# Data records
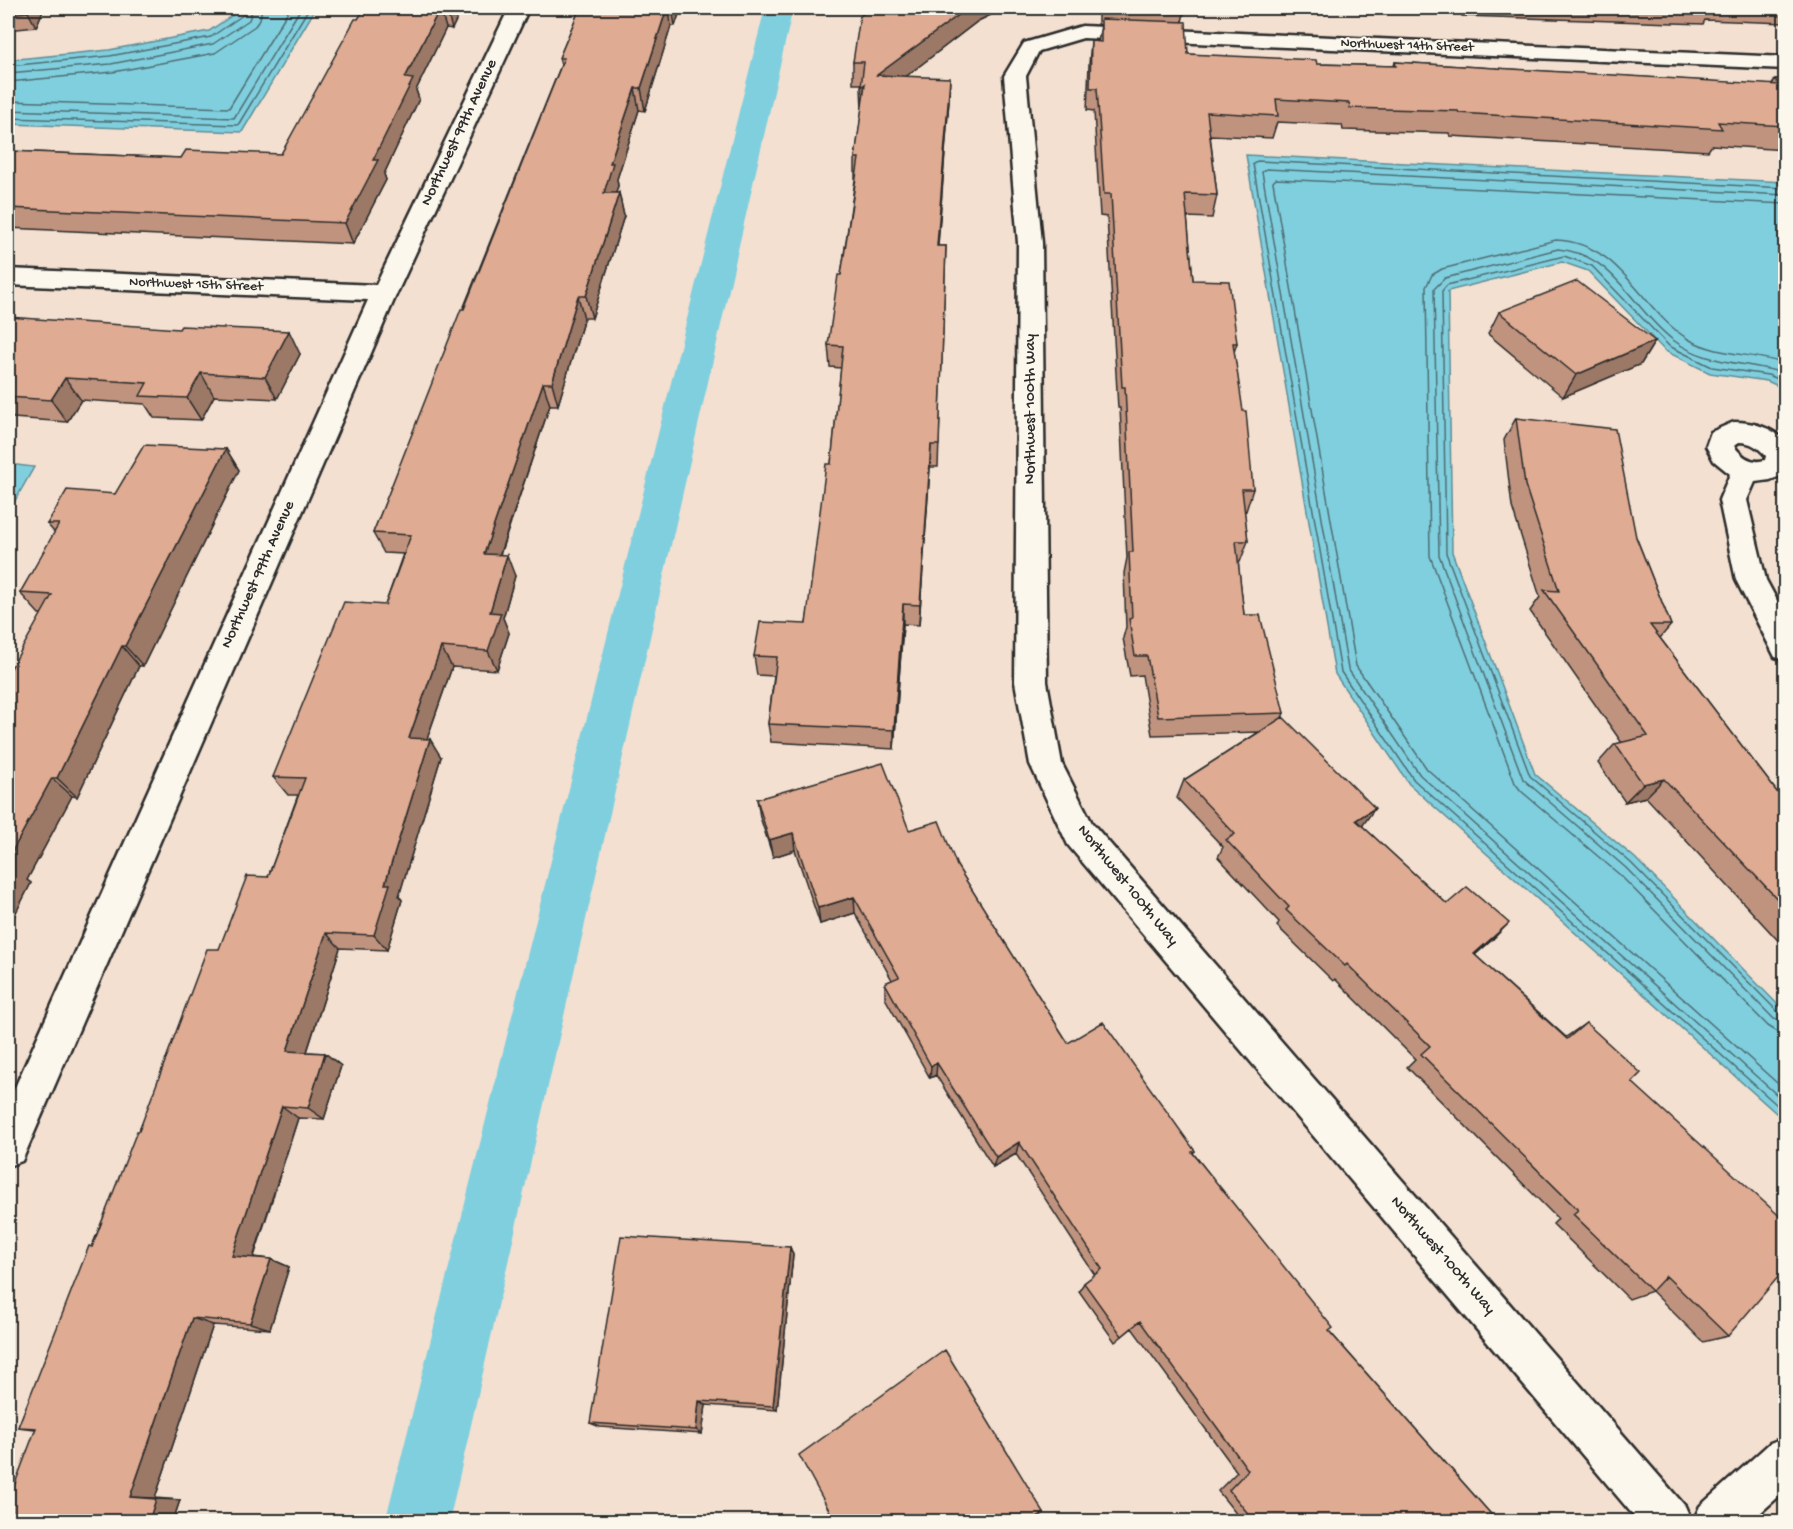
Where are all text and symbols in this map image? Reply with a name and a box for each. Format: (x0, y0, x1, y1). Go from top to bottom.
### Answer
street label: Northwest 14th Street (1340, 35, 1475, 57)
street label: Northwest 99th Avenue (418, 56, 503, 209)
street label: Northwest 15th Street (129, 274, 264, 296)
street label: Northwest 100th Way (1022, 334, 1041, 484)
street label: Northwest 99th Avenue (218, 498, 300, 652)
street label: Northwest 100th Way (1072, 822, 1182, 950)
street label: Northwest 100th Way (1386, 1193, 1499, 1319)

# Exercise instructions
What is needed is an exact printout of every record above, with the pictures left out.

# Solution below
Where are all text and symbols in this map image? Reply with a name and a box for each. Format: (x0, y0, x1, y1). Go from top to bottom.
### Answer
street label: Northwest 14th Street (1340, 35, 1475, 57)
street label: Northwest 99th Avenue (418, 56, 503, 209)
street label: Northwest 15th Street (129, 274, 264, 296)
street label: Northwest 100th Way (1022, 334, 1041, 484)
street label: Northwest 99th Avenue (218, 498, 300, 652)
street label: Northwest 100th Way (1072, 822, 1182, 950)
street label: Northwest 100th Way (1386, 1193, 1499, 1319)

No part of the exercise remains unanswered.